Set down, in full, every record in the block.
──────── Information supplied
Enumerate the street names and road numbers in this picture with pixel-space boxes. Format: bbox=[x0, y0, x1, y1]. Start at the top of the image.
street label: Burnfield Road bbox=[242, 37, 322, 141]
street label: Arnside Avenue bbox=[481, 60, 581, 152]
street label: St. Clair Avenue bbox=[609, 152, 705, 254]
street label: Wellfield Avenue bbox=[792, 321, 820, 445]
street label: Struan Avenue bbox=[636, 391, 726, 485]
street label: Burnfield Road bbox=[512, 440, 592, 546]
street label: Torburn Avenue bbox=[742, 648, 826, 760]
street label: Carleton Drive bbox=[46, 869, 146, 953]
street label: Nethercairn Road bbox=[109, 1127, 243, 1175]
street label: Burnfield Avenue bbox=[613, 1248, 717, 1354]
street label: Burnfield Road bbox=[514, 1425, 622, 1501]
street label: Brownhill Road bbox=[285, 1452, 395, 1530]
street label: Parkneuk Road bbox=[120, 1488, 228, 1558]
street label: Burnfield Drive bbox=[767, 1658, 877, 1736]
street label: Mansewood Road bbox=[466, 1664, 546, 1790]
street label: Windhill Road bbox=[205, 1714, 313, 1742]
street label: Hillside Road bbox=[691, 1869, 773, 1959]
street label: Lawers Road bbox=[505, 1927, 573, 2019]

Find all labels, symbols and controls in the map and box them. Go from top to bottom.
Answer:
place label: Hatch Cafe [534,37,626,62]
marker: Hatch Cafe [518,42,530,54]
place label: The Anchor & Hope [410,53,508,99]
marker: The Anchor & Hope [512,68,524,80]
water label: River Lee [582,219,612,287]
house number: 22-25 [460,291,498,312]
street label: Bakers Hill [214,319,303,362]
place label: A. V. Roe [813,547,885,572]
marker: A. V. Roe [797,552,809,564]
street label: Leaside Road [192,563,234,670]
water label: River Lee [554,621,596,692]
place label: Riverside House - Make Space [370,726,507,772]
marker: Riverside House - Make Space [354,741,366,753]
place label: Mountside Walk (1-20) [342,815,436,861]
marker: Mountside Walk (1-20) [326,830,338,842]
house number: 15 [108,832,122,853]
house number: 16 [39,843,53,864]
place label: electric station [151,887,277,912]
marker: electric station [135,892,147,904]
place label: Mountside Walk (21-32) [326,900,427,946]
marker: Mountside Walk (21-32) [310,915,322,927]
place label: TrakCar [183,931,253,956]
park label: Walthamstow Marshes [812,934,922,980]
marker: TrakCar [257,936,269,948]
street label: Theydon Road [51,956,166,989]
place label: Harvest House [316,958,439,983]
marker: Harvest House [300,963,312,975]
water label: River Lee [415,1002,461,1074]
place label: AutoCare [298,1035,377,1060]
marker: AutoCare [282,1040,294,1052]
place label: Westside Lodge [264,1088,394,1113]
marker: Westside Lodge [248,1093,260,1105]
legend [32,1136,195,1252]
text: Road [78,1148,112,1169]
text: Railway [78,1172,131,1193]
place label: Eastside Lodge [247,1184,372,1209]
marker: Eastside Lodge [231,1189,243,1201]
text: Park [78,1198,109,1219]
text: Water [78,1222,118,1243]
────────────────
-- Task response --
Enumerate the street names and road numbers in this picture with pixel-space boxes. Format: bbox=[x0, y0, x1, y1]. Start at the top of the image.
street label: Burnfield Road bbox=[242, 37, 322, 141]
street label: Arnside Avenue bbox=[481, 60, 581, 152]
street label: St. Clair Avenue bbox=[609, 152, 705, 254]
street label: Wellfield Avenue bbox=[792, 321, 820, 445]
street label: Struan Avenue bbox=[636, 391, 726, 485]
street label: Burnfield Road bbox=[512, 440, 592, 546]
street label: Torburn Avenue bbox=[742, 648, 826, 760]
street label: Carleton Drive bbox=[46, 869, 146, 953]
street label: Nethercairn Road bbox=[109, 1127, 243, 1175]
street label: Burnfield Avenue bbox=[613, 1248, 717, 1354]
street label: Burnfield Road bbox=[514, 1425, 622, 1501]
street label: Brownhill Road bbox=[285, 1452, 395, 1530]
street label: Parkneuk Road bbox=[120, 1488, 228, 1558]
street label: Burnfield Drive bbox=[767, 1658, 877, 1736]
street label: Mansewood Road bbox=[466, 1664, 546, 1790]
street label: Windhill Road bbox=[205, 1714, 313, 1742]
street label: Hillside Road bbox=[691, 1869, 773, 1959]
street label: Lawers Road bbox=[505, 1927, 573, 2019]

Find all labels, symbols and controls in the map and box them. Go from top to bottom.
Answer:
place label: Hatch Cafe [534,37,626,62]
marker: Hatch Cafe [518,42,530,54]
place label: The Anchor & Hope [410,53,508,99]
marker: The Anchor & Hope [512,68,524,80]
water label: River Lee [582,219,612,287]
house number: 22-25 [460,291,498,312]
street label: Bakers Hill [214,319,303,362]
place label: A. V. Roe [813,547,885,572]
marker: A. V. Roe [797,552,809,564]
street label: Leaside Road [192,563,234,670]
water label: River Lee [554,621,596,692]
place label: Riverside House - Make Space [370,726,507,772]
marker: Riverside House - Make Space [354,741,366,753]
place label: Mountside Walk (1-20) [342,815,436,861]
marker: Mountside Walk (1-20) [326,830,338,842]
house number: 15 [108,832,122,853]
house number: 16 [39,843,53,864]
place label: electric station [151,887,277,912]
marker: electric station [135,892,147,904]
place label: Mountside Walk (21-32) [326,900,427,946]
marker: Mountside Walk (21-32) [310,915,322,927]
place label: TrakCar [183,931,253,956]
park label: Walthamstow Marshes [812,934,922,980]
marker: TrakCar [257,936,269,948]
street label: Theydon Road [51,956,166,989]
place label: Harvest House [316,958,439,983]
marker: Harvest House [300,963,312,975]
water label: River Lee [415,1002,461,1074]
place label: AutoCare [298,1035,377,1060]
marker: AutoCare [282,1040,294,1052]
place label: Westside Lodge [264,1088,394,1113]
marker: Westside Lodge [248,1093,260,1105]
legend [32,1136,195,1252]
text: Road [78,1148,112,1169]
text: Railway [78,1172,131,1193]
place label: Eastside Lodge [247,1184,372,1209]
marker: Eastside Lodge [231,1189,243,1201]
text: Park [78,1198,109,1219]
text: Water [78,1222,118,1243]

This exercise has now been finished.